- _THE TASK_: Could you copy every line in the listing below that has the word "filter"?

- _DATASET RECORDS_:
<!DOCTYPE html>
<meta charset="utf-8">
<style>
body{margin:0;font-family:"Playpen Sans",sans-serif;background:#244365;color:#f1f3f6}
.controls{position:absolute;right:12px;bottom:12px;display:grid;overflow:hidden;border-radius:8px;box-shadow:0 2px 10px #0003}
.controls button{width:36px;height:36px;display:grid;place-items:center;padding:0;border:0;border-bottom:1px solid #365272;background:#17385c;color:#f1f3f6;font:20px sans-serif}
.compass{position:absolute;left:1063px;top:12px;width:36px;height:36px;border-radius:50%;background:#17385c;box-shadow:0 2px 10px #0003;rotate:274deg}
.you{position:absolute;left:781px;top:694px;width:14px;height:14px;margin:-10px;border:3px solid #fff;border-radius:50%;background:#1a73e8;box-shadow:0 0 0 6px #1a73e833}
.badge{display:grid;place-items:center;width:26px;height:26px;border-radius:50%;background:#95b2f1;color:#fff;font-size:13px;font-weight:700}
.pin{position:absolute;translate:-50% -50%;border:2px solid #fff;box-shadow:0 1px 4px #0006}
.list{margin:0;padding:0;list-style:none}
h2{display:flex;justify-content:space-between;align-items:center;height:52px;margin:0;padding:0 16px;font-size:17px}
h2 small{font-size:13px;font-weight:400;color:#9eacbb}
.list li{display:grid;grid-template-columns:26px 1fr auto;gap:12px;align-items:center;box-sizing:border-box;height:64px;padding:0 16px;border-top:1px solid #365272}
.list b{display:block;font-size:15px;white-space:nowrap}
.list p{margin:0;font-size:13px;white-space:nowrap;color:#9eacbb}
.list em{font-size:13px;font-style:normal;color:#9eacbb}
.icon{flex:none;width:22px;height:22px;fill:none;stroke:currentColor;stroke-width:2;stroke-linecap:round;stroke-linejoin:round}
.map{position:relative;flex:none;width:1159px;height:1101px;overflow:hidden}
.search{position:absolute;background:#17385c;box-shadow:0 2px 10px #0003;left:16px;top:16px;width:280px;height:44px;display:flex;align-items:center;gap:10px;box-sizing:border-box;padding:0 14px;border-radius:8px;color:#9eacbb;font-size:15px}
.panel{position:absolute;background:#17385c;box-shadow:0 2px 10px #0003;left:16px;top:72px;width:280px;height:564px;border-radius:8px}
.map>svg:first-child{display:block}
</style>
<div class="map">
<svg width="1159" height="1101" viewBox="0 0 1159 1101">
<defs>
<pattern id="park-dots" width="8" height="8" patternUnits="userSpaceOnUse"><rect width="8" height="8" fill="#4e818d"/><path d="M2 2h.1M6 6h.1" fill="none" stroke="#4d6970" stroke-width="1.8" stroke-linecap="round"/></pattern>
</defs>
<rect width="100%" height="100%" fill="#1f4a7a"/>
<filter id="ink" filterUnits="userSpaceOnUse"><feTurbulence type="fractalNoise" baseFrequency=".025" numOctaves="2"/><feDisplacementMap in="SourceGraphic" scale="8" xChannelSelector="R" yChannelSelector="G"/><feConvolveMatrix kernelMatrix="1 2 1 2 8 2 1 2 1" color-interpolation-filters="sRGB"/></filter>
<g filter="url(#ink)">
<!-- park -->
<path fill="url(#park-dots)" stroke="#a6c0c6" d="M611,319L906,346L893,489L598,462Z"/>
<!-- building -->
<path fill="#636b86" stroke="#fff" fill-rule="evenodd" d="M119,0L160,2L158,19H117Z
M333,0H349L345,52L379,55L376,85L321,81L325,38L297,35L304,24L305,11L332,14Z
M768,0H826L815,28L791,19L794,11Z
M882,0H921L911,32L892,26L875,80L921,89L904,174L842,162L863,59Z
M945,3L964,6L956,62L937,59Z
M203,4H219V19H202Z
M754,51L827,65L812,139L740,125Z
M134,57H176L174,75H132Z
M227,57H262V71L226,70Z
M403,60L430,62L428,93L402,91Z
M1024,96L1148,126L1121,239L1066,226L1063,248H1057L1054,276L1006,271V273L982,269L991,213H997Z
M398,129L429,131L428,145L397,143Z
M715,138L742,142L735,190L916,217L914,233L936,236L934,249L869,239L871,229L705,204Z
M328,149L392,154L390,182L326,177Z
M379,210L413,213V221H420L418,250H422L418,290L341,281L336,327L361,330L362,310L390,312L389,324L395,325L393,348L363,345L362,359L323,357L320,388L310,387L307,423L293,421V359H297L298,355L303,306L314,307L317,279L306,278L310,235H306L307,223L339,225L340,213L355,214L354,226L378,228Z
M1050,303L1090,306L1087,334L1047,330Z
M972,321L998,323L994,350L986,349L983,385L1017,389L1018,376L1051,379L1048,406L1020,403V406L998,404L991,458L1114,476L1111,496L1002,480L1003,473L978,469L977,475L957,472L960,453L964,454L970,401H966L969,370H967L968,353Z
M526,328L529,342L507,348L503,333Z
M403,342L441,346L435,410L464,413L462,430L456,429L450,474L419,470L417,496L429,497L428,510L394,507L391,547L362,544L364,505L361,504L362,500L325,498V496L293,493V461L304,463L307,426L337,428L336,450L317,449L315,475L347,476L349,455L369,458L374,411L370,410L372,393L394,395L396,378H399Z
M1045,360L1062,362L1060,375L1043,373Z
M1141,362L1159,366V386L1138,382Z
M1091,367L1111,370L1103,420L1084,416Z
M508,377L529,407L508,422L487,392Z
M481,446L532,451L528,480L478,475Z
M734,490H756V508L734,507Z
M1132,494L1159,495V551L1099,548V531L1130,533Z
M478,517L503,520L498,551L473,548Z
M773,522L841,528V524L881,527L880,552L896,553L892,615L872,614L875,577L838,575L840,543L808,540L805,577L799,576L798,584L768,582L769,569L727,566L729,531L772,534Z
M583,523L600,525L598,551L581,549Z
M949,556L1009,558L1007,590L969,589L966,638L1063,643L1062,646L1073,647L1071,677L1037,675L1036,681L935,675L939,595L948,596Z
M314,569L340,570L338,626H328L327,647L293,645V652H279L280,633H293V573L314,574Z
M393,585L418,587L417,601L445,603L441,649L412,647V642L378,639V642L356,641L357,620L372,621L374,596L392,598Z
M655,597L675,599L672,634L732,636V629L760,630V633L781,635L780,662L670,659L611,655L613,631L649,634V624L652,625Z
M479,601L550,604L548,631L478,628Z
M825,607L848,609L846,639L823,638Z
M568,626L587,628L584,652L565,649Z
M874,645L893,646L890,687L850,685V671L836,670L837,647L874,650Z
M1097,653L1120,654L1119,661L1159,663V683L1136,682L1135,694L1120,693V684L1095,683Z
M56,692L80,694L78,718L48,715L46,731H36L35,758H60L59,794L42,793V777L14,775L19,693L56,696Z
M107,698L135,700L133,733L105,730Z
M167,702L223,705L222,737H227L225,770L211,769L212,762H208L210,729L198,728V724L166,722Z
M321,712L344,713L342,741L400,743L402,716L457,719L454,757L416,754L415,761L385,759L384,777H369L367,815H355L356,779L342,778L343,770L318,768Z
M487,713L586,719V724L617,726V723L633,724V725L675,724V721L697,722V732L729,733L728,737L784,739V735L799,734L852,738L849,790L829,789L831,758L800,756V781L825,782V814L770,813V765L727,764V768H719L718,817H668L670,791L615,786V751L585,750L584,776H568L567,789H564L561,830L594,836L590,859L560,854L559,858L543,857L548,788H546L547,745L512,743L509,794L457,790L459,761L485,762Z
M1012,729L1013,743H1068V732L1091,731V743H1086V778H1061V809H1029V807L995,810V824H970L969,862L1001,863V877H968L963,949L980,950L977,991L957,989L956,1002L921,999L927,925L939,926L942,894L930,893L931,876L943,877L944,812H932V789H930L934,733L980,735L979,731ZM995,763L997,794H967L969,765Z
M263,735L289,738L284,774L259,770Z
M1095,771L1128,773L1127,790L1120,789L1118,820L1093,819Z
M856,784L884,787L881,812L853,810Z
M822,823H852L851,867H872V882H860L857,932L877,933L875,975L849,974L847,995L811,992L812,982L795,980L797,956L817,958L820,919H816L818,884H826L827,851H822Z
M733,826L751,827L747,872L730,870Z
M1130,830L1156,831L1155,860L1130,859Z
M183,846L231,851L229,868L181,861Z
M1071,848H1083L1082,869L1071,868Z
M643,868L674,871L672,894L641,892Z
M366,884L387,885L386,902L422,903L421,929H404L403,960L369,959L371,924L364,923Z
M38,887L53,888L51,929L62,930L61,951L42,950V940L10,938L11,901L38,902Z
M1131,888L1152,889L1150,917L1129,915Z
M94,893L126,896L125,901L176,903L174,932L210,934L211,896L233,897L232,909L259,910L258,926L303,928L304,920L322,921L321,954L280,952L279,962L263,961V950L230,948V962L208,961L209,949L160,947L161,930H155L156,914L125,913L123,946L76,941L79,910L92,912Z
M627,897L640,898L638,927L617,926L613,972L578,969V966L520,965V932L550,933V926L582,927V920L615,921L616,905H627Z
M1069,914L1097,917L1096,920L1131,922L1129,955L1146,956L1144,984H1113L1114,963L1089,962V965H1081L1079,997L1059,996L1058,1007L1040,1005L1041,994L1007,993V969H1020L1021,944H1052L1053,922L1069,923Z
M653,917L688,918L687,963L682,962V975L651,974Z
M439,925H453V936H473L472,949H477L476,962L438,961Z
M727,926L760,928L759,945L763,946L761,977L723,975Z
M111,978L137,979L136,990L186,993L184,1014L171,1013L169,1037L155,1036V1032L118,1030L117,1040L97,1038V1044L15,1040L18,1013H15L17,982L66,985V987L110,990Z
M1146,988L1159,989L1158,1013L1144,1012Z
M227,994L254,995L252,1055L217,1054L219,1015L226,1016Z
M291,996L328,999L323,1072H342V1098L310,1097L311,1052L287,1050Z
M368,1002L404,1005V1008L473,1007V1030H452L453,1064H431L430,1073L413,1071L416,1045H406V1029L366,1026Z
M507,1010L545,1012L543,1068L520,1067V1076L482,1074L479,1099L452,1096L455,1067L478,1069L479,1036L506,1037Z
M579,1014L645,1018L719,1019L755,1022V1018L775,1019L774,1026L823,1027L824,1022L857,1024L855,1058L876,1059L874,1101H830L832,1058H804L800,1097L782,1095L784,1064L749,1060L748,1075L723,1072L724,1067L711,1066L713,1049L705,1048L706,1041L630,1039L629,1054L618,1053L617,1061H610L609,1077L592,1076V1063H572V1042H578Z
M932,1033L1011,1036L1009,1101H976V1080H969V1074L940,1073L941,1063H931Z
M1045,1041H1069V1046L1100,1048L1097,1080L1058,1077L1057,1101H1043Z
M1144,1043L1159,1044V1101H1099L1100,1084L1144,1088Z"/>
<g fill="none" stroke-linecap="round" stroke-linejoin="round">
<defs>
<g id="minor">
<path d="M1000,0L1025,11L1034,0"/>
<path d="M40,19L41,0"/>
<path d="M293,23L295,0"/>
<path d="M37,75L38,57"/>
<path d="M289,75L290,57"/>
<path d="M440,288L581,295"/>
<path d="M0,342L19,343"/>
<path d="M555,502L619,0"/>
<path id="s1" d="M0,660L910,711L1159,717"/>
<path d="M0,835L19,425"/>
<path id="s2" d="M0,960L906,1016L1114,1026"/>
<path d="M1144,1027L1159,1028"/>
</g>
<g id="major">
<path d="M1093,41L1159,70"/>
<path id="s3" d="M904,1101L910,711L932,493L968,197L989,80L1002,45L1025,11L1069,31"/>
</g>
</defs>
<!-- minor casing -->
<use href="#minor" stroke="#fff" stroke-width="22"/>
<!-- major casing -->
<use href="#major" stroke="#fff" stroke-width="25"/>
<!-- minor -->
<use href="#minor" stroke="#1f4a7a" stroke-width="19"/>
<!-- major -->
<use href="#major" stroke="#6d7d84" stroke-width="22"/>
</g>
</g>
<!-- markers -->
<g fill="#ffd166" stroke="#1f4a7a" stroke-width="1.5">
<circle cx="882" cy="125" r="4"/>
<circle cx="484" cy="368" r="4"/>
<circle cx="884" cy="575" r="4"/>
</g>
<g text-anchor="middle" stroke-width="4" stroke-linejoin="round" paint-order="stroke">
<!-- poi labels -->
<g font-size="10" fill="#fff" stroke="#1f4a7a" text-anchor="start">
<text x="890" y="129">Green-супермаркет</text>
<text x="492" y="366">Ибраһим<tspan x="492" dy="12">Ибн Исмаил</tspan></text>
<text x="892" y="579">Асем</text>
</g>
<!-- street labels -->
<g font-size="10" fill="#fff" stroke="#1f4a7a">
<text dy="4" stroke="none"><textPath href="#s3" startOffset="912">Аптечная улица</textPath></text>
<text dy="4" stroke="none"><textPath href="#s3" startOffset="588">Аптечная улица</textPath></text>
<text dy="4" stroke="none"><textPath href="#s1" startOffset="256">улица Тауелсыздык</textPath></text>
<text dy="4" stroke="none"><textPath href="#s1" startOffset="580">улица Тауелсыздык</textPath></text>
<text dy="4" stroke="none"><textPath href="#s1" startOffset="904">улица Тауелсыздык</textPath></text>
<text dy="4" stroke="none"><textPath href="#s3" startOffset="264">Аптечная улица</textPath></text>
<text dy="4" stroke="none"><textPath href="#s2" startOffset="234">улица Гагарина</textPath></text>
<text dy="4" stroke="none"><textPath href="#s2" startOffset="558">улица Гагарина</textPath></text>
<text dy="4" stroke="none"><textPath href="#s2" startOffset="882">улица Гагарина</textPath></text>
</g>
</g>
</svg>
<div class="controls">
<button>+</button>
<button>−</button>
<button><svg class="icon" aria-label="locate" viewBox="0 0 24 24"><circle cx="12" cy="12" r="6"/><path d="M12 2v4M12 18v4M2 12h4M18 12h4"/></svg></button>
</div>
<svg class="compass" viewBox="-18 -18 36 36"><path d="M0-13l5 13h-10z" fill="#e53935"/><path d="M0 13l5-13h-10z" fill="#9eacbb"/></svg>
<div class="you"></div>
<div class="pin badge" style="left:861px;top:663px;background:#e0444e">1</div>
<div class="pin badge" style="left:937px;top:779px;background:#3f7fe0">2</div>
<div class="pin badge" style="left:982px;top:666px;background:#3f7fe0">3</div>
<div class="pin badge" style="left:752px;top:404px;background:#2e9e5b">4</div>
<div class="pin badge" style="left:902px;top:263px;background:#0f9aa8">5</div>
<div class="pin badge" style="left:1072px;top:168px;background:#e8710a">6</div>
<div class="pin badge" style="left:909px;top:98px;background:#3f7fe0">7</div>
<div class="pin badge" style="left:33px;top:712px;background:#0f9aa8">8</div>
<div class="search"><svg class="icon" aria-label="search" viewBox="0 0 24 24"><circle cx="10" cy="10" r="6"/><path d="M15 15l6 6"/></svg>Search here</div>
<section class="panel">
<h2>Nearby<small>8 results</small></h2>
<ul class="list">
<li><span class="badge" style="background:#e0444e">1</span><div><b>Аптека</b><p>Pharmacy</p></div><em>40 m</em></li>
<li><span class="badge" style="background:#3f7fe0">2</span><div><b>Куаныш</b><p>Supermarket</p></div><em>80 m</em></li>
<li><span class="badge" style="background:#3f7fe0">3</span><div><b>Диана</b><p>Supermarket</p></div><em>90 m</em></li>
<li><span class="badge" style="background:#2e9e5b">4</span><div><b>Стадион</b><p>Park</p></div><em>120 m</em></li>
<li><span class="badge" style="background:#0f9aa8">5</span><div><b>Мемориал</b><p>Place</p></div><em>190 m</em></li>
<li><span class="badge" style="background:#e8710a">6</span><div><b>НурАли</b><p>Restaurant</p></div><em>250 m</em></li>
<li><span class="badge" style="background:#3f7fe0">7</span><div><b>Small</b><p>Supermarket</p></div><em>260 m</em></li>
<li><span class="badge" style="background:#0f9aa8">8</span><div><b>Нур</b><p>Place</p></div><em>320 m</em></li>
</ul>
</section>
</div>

- _RESULT FOR THIS EXERCISE_:
<filter id="ink" filterUnits="userSpaceOnUse"><feTurbulence type="fractalNoise" baseFrequency=".025" numOctaves="2"/><feDisplacementMap in="SourceGraphic" scale="8" xChannelSelector="R" yChannelSelector="G"/><feConvolveMatrix kernelMatrix="1 2 1 2 8 2 1 2 1" color-interpolation-filters="sRGB"/></filter>
<g filter="url(#ink)">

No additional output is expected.